Dáil Éireann Debate, Thursday - 3 December 2020

Thursday, 3 December 2020

Ceisteanna (7)

Brian Stanley


7. Deputy Brian Stanley asked the Minister for Social Protection if she will consider a review of the JobPath programme; and her views on whether it has provided value for money for the State. [30677/20]

Amharc ar fhreagra

Freagraí ó Béal (9 píosaí cainte) (Ceist ar Social)

Ní fheicim an Teachta Stanley. An bhfuil an Teachta Kerrane ag tógáil na ceiste seo ar a shon? Is Deputy Kerrane taking the question for deputy Stanley?

Yes. The question asks if the Minister will consider a review of the JobPath programme and her views on whether it has provided value for money for the State.

I thank the Acting Chairman and the Deputy. Internationally and in Ireland, research consistently indicates that the provision of a personal advisory case management service to unemployed jobseekers is an effective method of supporting jobseekers to secure and sustain employment. JobPath is simply a mechanism through which this support is provided. It provides long term unemployed jobseekers with access to an employment assistance and advice service for a period of 12 months. It is a payment by results model with day-to-day operational costs and risks borne by the contractors. They are paid on the basis of performance and, with the exception of the initial registration fee, payments are made only when a client achieves sustained, full-time employment.

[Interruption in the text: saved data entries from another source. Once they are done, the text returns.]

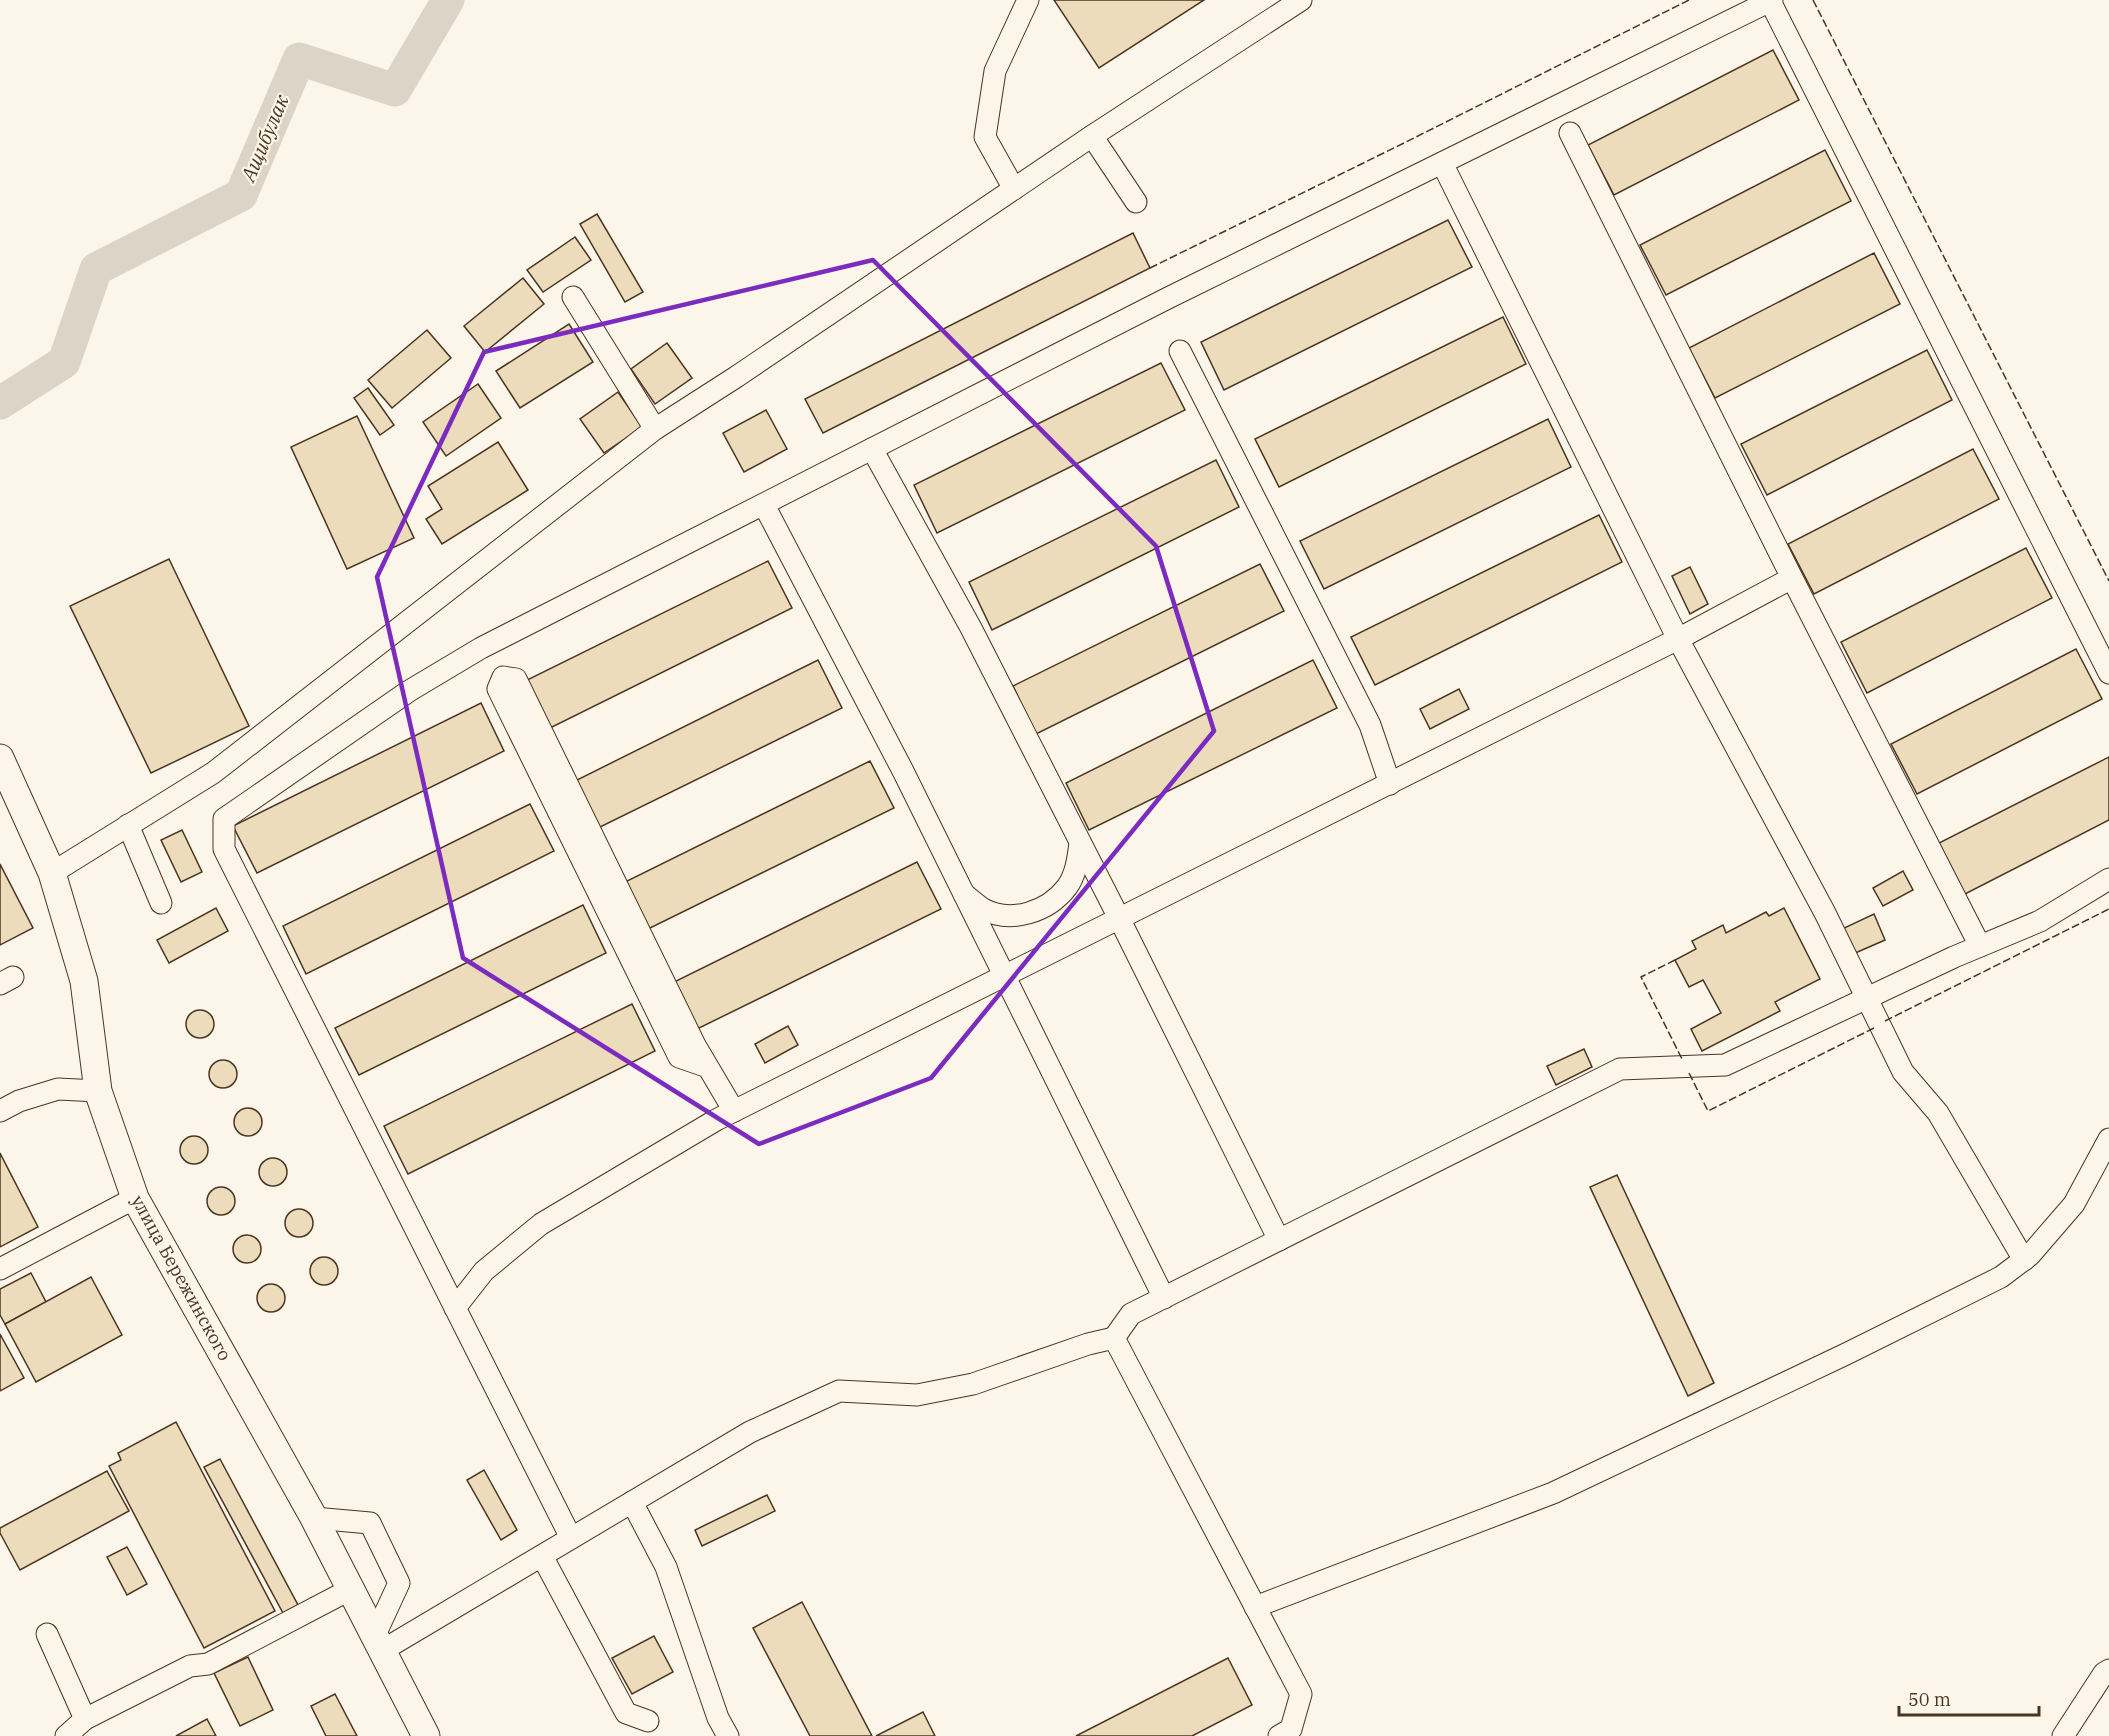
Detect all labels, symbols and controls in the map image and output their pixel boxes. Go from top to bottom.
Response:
water label: Ащибулак [233,90,295,187]
street label: улица Бережинского [126,1191,237,1365]
scale bar [1899,1679,2038,1717]
text: 50 m [1908,1688,1951,1711]

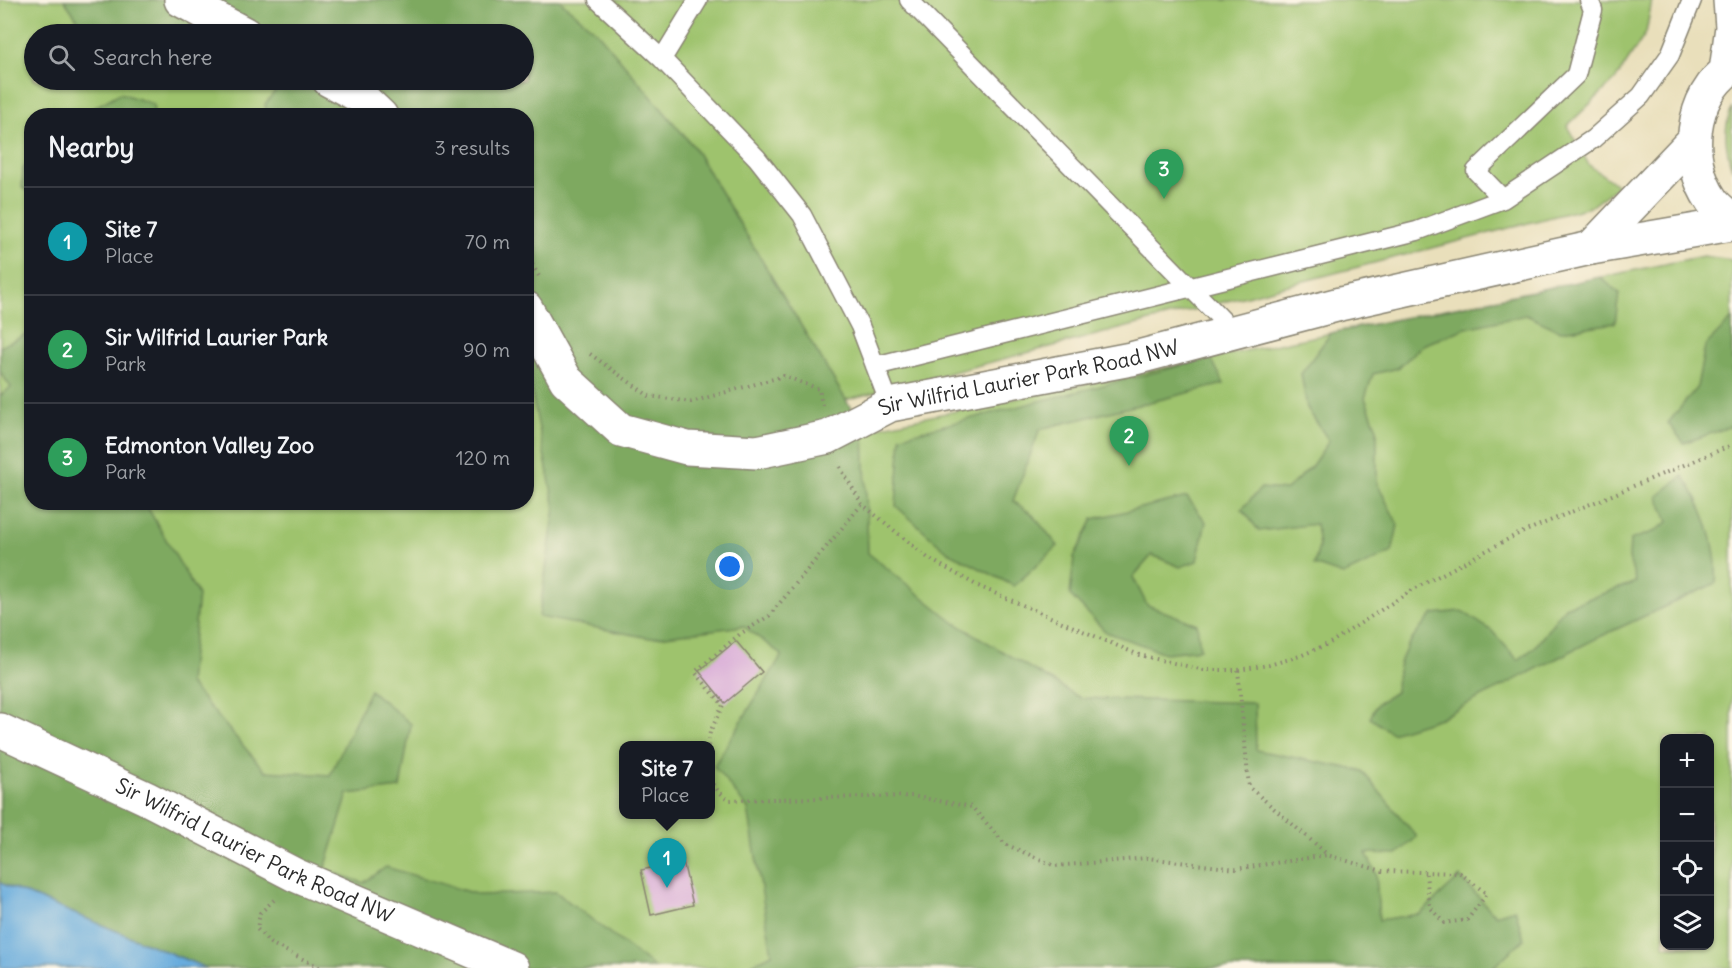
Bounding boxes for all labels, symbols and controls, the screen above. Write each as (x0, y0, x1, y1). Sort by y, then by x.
search box (24, 24, 534, 90)
icon: search (45, 41, 78, 74)
text: Search here (93, 43, 212, 71)
text: Nearby (48, 131, 134, 164)
text: 3 results (434, 135, 510, 160)
pin: 3 (1144, 150, 1184, 199)
text: Site 7 (105, 215, 157, 243)
text: 1 (64, 229, 71, 254)
text: 70 m (465, 229, 510, 254)
text: Place (105, 243, 153, 268)
text: Sir Wilfrid Laurier Park (105, 323, 328, 351)
street label: Sir Wilfrid Laurier Park Road NW (873, 333, 1182, 422)
text: 2 (62, 337, 73, 362)
text: 90 m (463, 337, 510, 362)
text: Park (105, 351, 146, 376)
pin: 2 (1110, 416, 1148, 466)
text: Edmonton Valley Zoo (105, 431, 314, 459)
text: 3 (62, 445, 73, 470)
text: 120 m (456, 445, 510, 470)
text: Park (105, 459, 146, 484)
your location (715, 552, 744, 581)
map controls (1660, 734, 1714, 950)
button: + (1660, 734, 1714, 788)
popup (619, 741, 715, 819)
text: Site 7 (641, 754, 693, 782)
street label: Sir Wilfrid Laurier Park Road NW (111, 772, 398, 929)
text: Place (641, 782, 689, 807)
button: − (1660, 788, 1714, 842)
pin: 1 (648, 838, 686, 888)
button: locate (1660, 842, 1714, 896)
button: layers (1660, 896, 1714, 950)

Job sustainment fees are payable for each 13-week period of sustained employment, up to a maximum of 52 weeks. The total cost of the JobPath service from 2015 to the end of October this year is €247.9 million. Given the total number of engagements to date is almost 284,000, the cost per client is €873. Delivering 12 months of employment service engagement, which requires meeting every client once every 20 working days, at this cost provides value for money and compares favourably with other contracted public employment services.

To date more than 168,000 individuals had completed at least one full engagement with JobPath. In excess of 64,000 jobseekers who had engaged with JobPath had secured employment. In 2019, my Department published a review, in partnership with the OECD, measuring JobPath's effectiveness. Findings indicated that weekly earnings of people who secured employment after JobPath engagement were 17% higher than the weekly employment earnings of people who secured employment without the support of JobPath in 2018.

Taken with the 26% improvement in employment outcomes or the likelihood of a person getting a job in the same period, it means the overall positive impact was 37% in 2018 for those supported by the JobPath service.

The Minister stated 64,000 people secured employment but she did not add that they did not sustain that employment for anywhere close to a year. In fact, the number who sustained it for a year is much lower.

With regard to the cost per client, the Minister cited a figure of €873. `Will she confirm that the referral fee of €311 is paid every time a person is referred, regardless of whether it is for the second or third time? We are aware that people have been referred for a second and third time. If the fee is paid on each occasion, it does not represent value for money.

On the cost per client of €873, the Minister will be aware that there is a fee for each of the four 13-week periods for which a job is sustained. The four sustainment fees are €613, €773, €892 and €1,965. For every person who sustains a job for one year, there is a payment to the company of €3,718.

I understand the average is €838 per person who sustains a job through JobPath. The Deputy asked whether a payment is received if a person is referred for a second or third time. I believe it is the case but I do not want to give the Deputy an incorrect answer. I will clarify the matter for her.

JobPath is just one part of the jigsaw. We are also expanding the capacity of other contracted employment services, such as local employment services, job clubs and employability services. The contracts are also being extended into next year. I had a very good meeting with the local employment service providers last week at which I outlined clearly to them that they are going to play a vital role in getting people back to work. I want to increase the capacity of the local employment services by 50%, from 20,000 to 30,000. I also want to expand the community-based contracted service into four new geographical areas where a local employment service does not currently exist. My Department hopes to issue a tender for those services before the end of the year. We are also expanding the capacity of job search support services provided by the Intreo offices countrywide.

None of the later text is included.